Uganda versucht, seine Frauen zu Touristenattraktionen zu machen. Jedenfalls wenn es nach Tourismusminister Godfrey Kiwanda geht.

Er hat eine Kampagne gestartet, mit der das ostafrikanische Uganda besser bei Touristen vermarktet werden soll – mit einem Miss-Curvy-Schönheitswettbewerb. 

 „Sexy Frauen“ als Tourismus-Attraktion in Afrika

„Ugandas Frauen sind schön und divers.
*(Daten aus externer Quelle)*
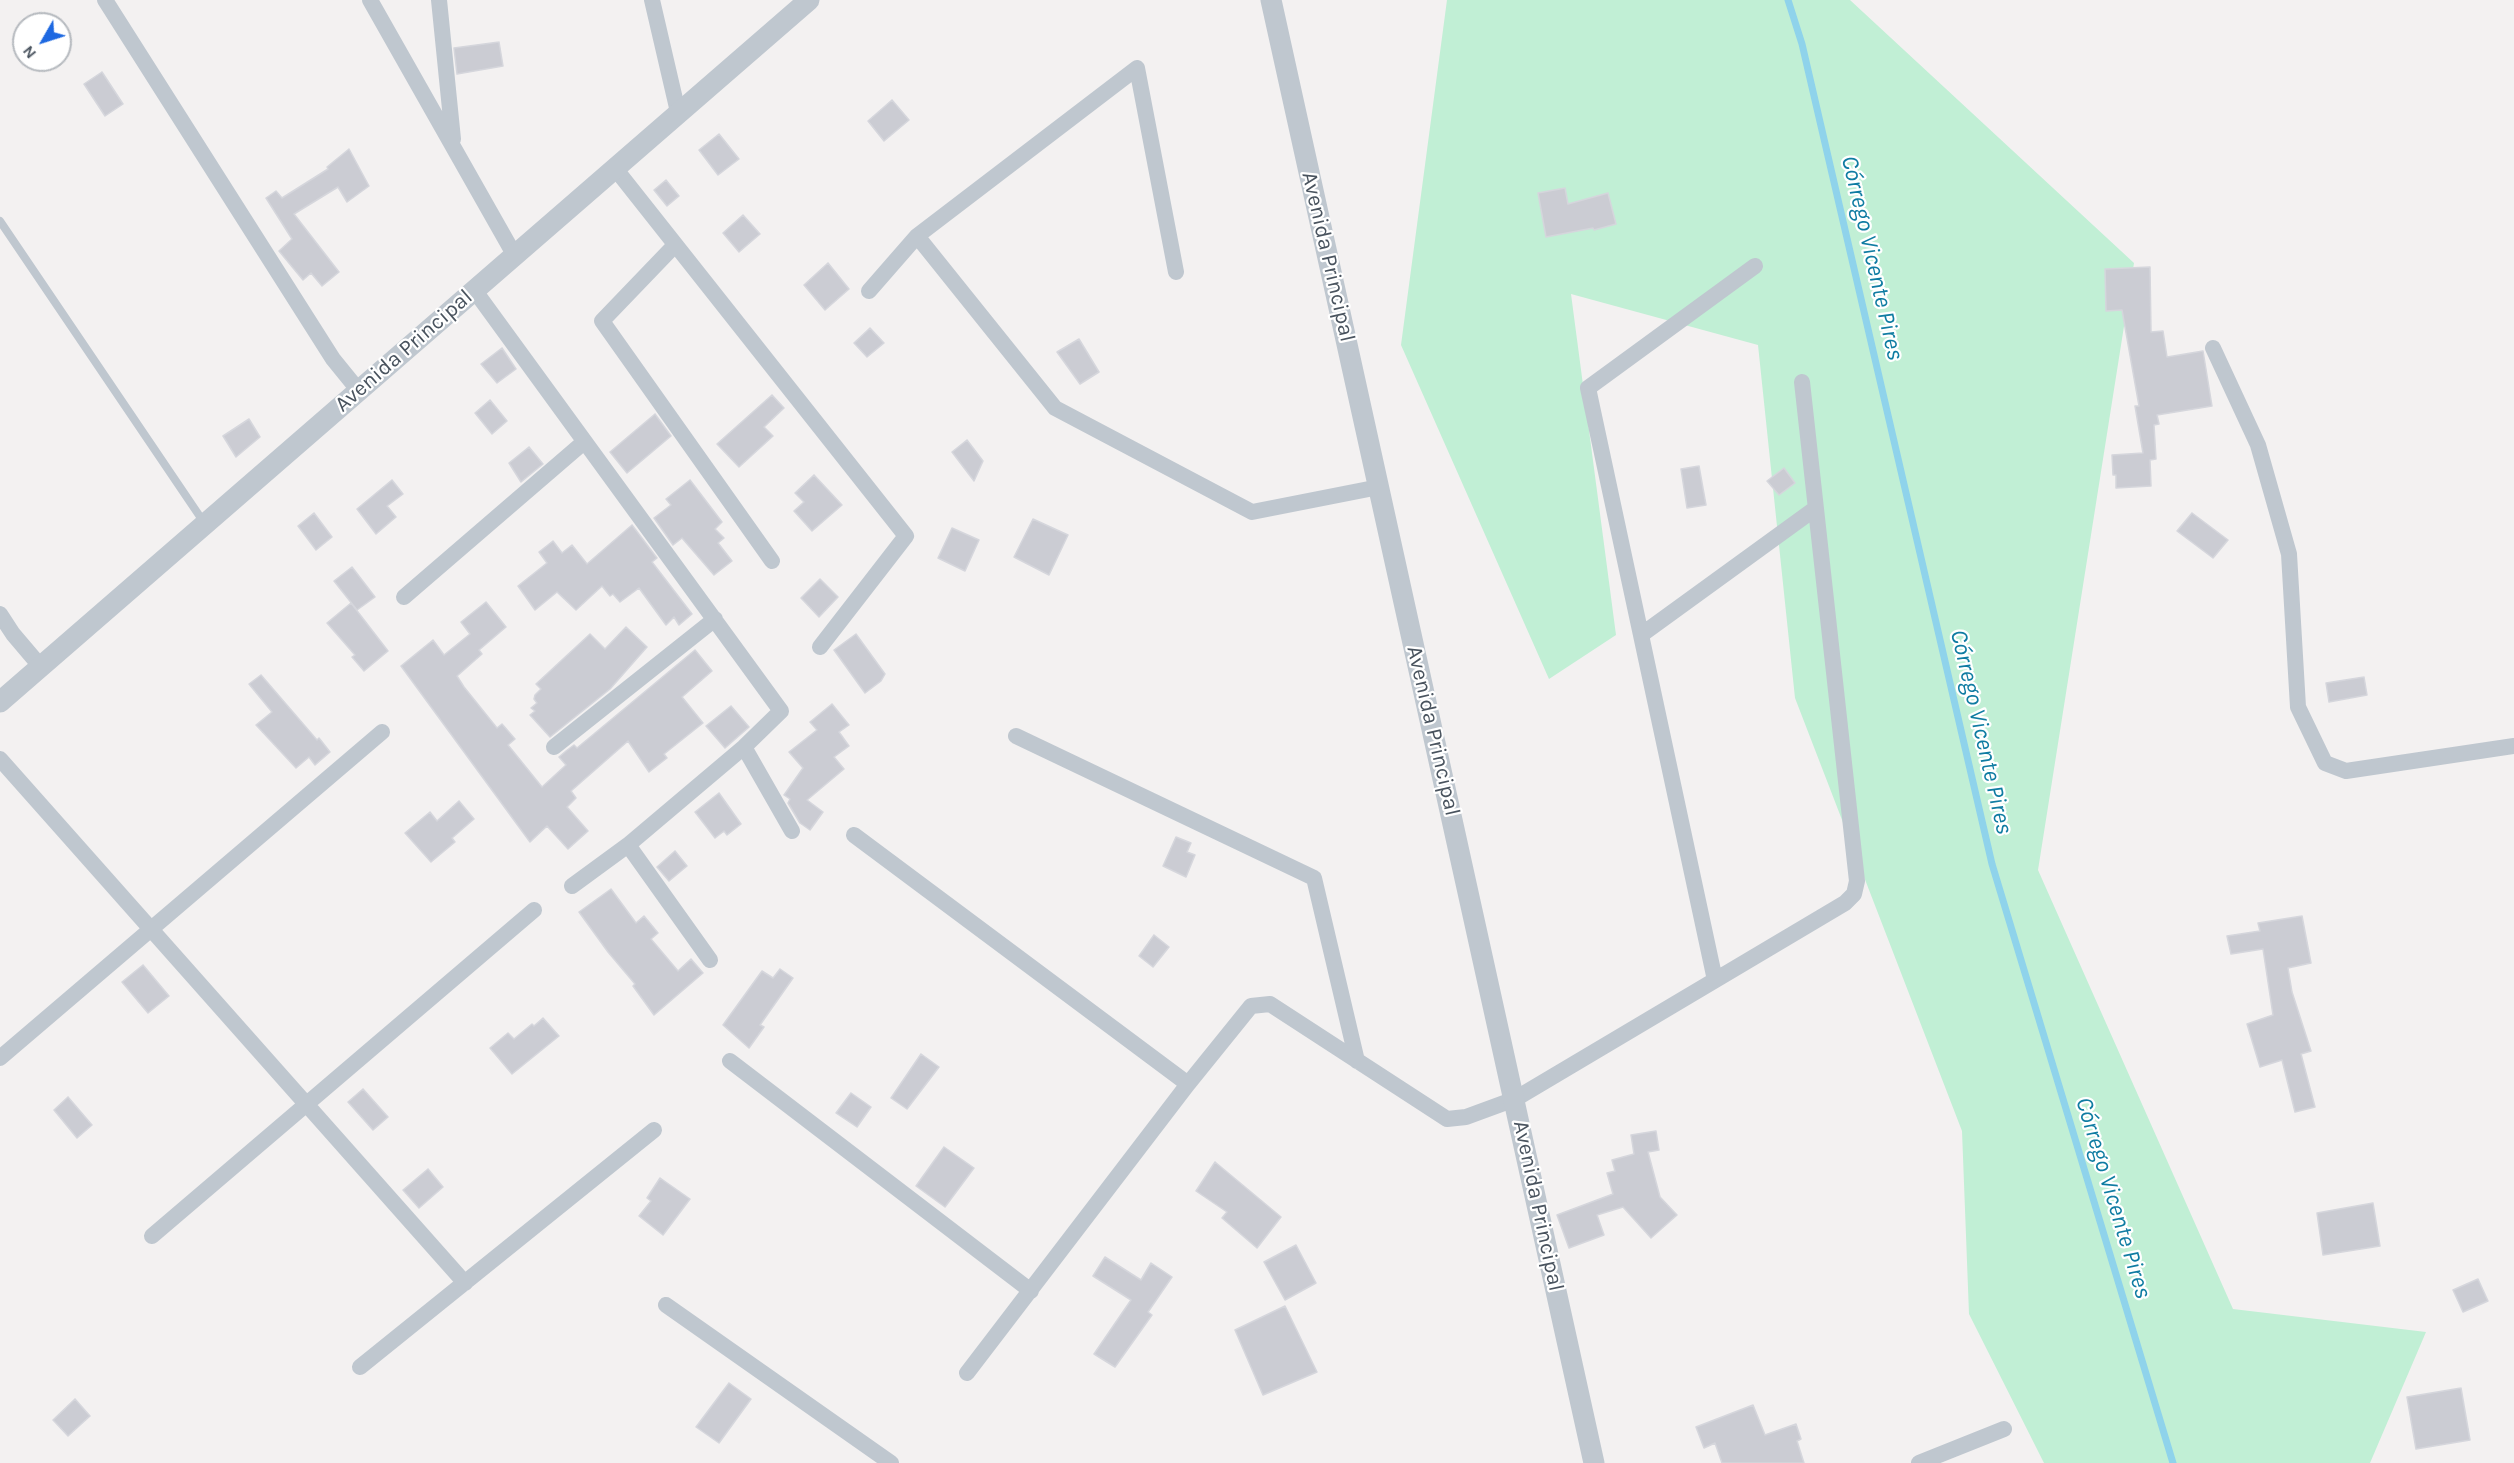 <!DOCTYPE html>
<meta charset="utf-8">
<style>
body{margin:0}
#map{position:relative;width:2514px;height:1463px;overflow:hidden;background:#f3f1f1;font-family:Karla,sans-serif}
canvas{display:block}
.north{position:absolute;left:12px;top:12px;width:60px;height:60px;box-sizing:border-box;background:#fff;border:2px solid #b6babf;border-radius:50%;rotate:231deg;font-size:16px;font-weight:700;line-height:24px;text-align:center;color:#49535e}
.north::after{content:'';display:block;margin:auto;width:21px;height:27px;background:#1d68e1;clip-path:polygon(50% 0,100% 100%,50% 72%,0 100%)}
</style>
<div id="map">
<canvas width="2514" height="1463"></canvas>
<div class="north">N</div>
</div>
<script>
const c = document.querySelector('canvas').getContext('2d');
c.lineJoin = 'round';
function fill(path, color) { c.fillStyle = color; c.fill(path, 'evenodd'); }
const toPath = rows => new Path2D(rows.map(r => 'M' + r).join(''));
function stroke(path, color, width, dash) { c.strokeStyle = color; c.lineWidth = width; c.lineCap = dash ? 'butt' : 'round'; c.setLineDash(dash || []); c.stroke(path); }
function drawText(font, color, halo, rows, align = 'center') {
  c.font = font + ' Karla,sans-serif'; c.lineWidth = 4.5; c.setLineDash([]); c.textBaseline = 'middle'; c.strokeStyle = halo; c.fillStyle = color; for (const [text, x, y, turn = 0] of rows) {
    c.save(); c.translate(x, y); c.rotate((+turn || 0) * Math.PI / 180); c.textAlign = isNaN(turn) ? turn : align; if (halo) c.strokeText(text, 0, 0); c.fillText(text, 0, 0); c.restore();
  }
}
fill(toPath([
 [1447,0,1850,0,2134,263,2038,870,2233,1309,2426,1332,2370,1463,2044,1463,1969,1314,1962,1131,1795,698,1758,345,1571,294,1616,635,1549,679,1401,345]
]), '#c1efd5');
stroke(toPath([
 [1788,0,1802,44,1992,864,2173,1463]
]), '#8fd3eb', 7);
const building = toPath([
 [499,42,503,66,457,74,454,48,499,42],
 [102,72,123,104,105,116,84,84,102,72],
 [892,100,909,120,884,141,868,121,892,100],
 [719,134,739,159,718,175,699,150,719,134],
 [349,149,369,186,347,202,338,187,294,214,339,272,322,286,311,273,303,280,279,251,292,239,266,198,276,191,282,198,328,169,327,167,349,149],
 [666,180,679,196,667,206,654,190,666,180],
 [1565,188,1568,204,1608,193,1616,224,1594,230,1593,228,1546,237,1538,193,1565,188],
 [743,215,760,234,739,252,723,233,743,215],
 [828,263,849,289,825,310,804,285,828,263],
 [2150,267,2151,332,2163,331,2167,357,2203,351,2212,406,2157,415,2159,424,2154,425,2156,459,2150,460,2151,486,2116,488,2116,475,2113,475,2112,455,2143,453,2135,406,2139,406,2122,310,2106,311,2105,269,2150,267],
 [870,328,884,343,867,357,854,343,870,328],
 [1079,339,1099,372,1080,384,1057,352,1079,339],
 [502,348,516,369,497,383,481,364,502,348],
 [772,395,784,408,764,427,773,436,739,467,717,444,772,395],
 [490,400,507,421,492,434,475,413,490,400],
 [655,414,671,436,627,473,610,452,655,414],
 [249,419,260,437,236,457,223,436,249,419],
 [967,440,983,461,974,481,952,452,967,440],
 [529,447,543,464,521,482,509,463,529,447],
 [1699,466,1706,505,1687,508,1681,469,1699,466],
 [1784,468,1795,483,1779,495,1767,481,1784,468],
 [814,475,842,505,812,531,794,511,804,502,795,493,814,475],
 [392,480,403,494,387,506,396,517,376,534,357,509,392,480],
 [690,480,722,522,715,529,724,538,718,543,732,561,714,575,682,538,673,545,654,518,671,505,666,499,690,480],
 [314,513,332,537,316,550,298,526,314,513],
 [2192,513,2228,540,2213,558,2177,531,2192,513],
 [1033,519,1068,535,1049,575,1014,557,1033,519],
 [632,525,657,558,652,562,692,614,679,625,674,617,666,625,639,588,620,602,613,594,610,596,602,586,576,610,557,592,535,610,518,586,547,563,539,552,553,541,562,553,572,545,587,564,632,525],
 [952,528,979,540,965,571,938,558,952,528],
 [352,567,375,597,357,610,334,581,352,567],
 [820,579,838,597,819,617,801,598,820,579],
 [486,602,506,627,479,650,482,654,457,676,464,687,497,728,502,724,515,739,508,745,542,787,566,765,559,757,566,751,574,745,577,748,695,650,712,671,682,697,703,723,664,754,667,758,649,772,628,741,571,791,576,798,567,807,588,831,568,849,547,826,530,842,401,666,433,640,444,655,470,634,461,622,486,602],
 [351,603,388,651,364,671,352,657,355,655,327,623,351,603],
 [626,627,647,647,610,689,550,737,530,715,535,711,531,708,537,703,534,699,535,695,541,689,536,684,590,634,605,649,626,627],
 [856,634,885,674,881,681,865,693,834,650,856,634],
 [261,675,317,740,319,738,330,752,315,765,309,757,296,768,256,725,272,712,249,684,261,675],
 [2364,677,2367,695,2329,702,2326,683,2364,677],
 [832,704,849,725,839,732,849,746,834,757,844,769,807,800,823,812,810,830,800,823,788,803,790,799,784,795,803,768,789,752,817,730,810,722,832,704],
 [731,706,749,727,725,748,706,726,731,706],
 [719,793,741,824,727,835,724,831,715,838,695,812,719,793],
 [459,801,474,819,452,838,455,842,431,862,405,833,430,812,437,821,459,801],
 [1176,837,1191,843,1187,852,1195,855,1186,877,1163,866,1176,837],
 [675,851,687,866,669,881,657,867,675,851],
 [611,889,636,923,644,916,658,933,651,939,678,971,691,959,703,973,654,1015,633,986,635,984,608,952,579,912,611,889],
 [2302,916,2311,963,2288,968,2292,992,2311,1051,2301,1054,2315,1107,2295,1112,2282,1060,2260,1067,2247,1024,2273,1015,2263,949,2231,954,2227,936,2260,931,2258,923,2302,916],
 [1154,935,1169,947,1153,967,1139,956,1154,935],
 [143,965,169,996,148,1013,122,982,143,965],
 [780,969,793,978,760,1025,764,1027,749,1048,723,1025,762,971,773,978,780,969],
 [543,1018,559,1036,512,1074,490,1048,508,1033,514,1039,532,1024,534,1026,543,1018],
 [921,1054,939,1067,907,1109,891,1098,921,1054],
 [363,1089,388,1117,373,1130,348,1102,363,1089],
 [851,1093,871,1107,857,1127,836,1113,851,1093],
 [68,1097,92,1125,77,1138,54,1110,68,1097],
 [1656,1131,1659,1150,1648,1152,1660,1197,1677,1215,1651,1238,1623,1207,1597,1215,1604,1235,1569,1248,1557,1215,1613,1194,1607,1173,1615,1171,1612,1160,1634,1154,1631,1135,1656,1131],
 [944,1147,974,1168,945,1207,916,1186,944,1147],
 [1215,1162,1281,1217,1257,1248,1222,1218,1227,1212,1196,1191,1215,1162],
 [428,1169,443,1187,419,1208,403,1190,428,1169],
 [660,1178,690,1199,663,1235,639,1216,651,1201,647,1198,660,1178],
 [2373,1203,2380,1246,2323,1255,2317,1213,2373,1203],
 [1296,1245,1316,1283,1285,1300,1264,1262,1296,1245],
 [1105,1257,1141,1280,1151,1263,1172,1277,1148,1312,1152,1315,1115,1367,1094,1354,1131,1300,1093,1276,1105,1257],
 [2478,1279,2488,1301,2463,1312,2453,1290,2478,1279],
 [1285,1306,1317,1372,1263,1395,1235,1330,1285,1306],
 [729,1383,751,1399,719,1443,696,1427,729,1383],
 [2461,1388,2470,1440,2416,1449,2407,1397,2461,1388],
 [75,1399,90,1416,68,1436,53,1420,75,1399],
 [1753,1405,1765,1435,1796,1424,1801,1439,1797,1441,1804,1463,1722,1463,1715,1443,1704,1448,1696,1427,1753,1405]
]);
fill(building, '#cbccd3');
stroke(building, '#d5d6dc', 1.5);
stroke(toPath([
 [0,221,205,524]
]), '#bfc7cf', 8);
stroke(toPath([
 [105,0,333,359,359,391],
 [370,0,515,256],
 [439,0,453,139],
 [652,0,678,112],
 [614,167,906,536,820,647],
 [917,236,1055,408,1252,512,1379,487],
 [675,245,602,321,772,561],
 [475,291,781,711,744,747,628,845,572,886],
 [869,291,917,236,1137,68,1176,272],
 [2213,348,2258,445,2289,554,2298,707,2325,763,2346,771,2514,746],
 [404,597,584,442],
 [0,614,13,634,41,667],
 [1641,635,1816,508],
 [1016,736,1314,878,1357,1061],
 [554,747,715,619],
 [744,747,792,831],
 [0,759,465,1283],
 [854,835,1188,1084],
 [628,845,710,960],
 [1715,980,1588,388,1755,266],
 [0,1058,382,732],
 [730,1061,1031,1291],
 [152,1236,534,910],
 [666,1305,891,1463],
 [360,1367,654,1130],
 [967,1373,1188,1084,1251,1006,1270,1004,1447,1119,1466,1117,1515,1099,1845,903,1854,894,1857,881,1802,382],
 [1919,1463,2004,1429]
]), '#bfc7cf', 16);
stroke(toPath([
 [1271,0,1594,1463],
 [0,702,809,0]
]), '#bfc7cf', 21);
drawText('22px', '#49535e', '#fff', [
 ["Avenida Principal",1328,257,77],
 ["Avenida Principal",404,351,-41],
 ["Avenida Principal",1433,731,77],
 ["Avenida Principal",1538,1206,78]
]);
drawText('italic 24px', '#0f7ca2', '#fff', [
 ["Córrego Vicente Pires",1872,258,77],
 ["Córrego Vicente Pires",1981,732,77],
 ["Córrego Vicente Pires",2113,1198,73]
]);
</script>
Deshalb haben wir uns entschieden, diese einzigartige Schönheit – die Kurven – zu nutzen“, sagte Kiwani laut der australischen Rundfunkgesellschaft „SBS“. 

Auf den Vorschlag, die „kurvigen, sexy Frauen“ in die offiziellen Listen von Touristenattraktionen aufzunehmen, reagierte der Minister für Ethik und Integrität, Simon Lokodo, mit Entsetzen: „Der Wettbewerb darf nicht stattfinden – er ist eine Schande“, sagte Lokodo nach einem Bericht des „Guardian“. 

Frauen in Uganda werden durch Wettbewerb erniedrigt

Der Schönheitswettbewerb würde Frauen erniedrigen. „Du kannst doch keine Menschen aus dem Ausland holen, um sie die Körper deiner Leute angaffen zu lassen“, sagte Lokodo. Frauen und weibliche Mitglieder des Parlamentes unterstützen seine Aussagen. 

Minister zu Rücktritt aufgefordert

Rita Aciro, Geschäftsführerin des Netzwerkes für Ugandas Frauen, forderte, Minister Kiwanda solle zurücktreten, weil er Frauen „entmenschlichen und erniedrigen“ würde.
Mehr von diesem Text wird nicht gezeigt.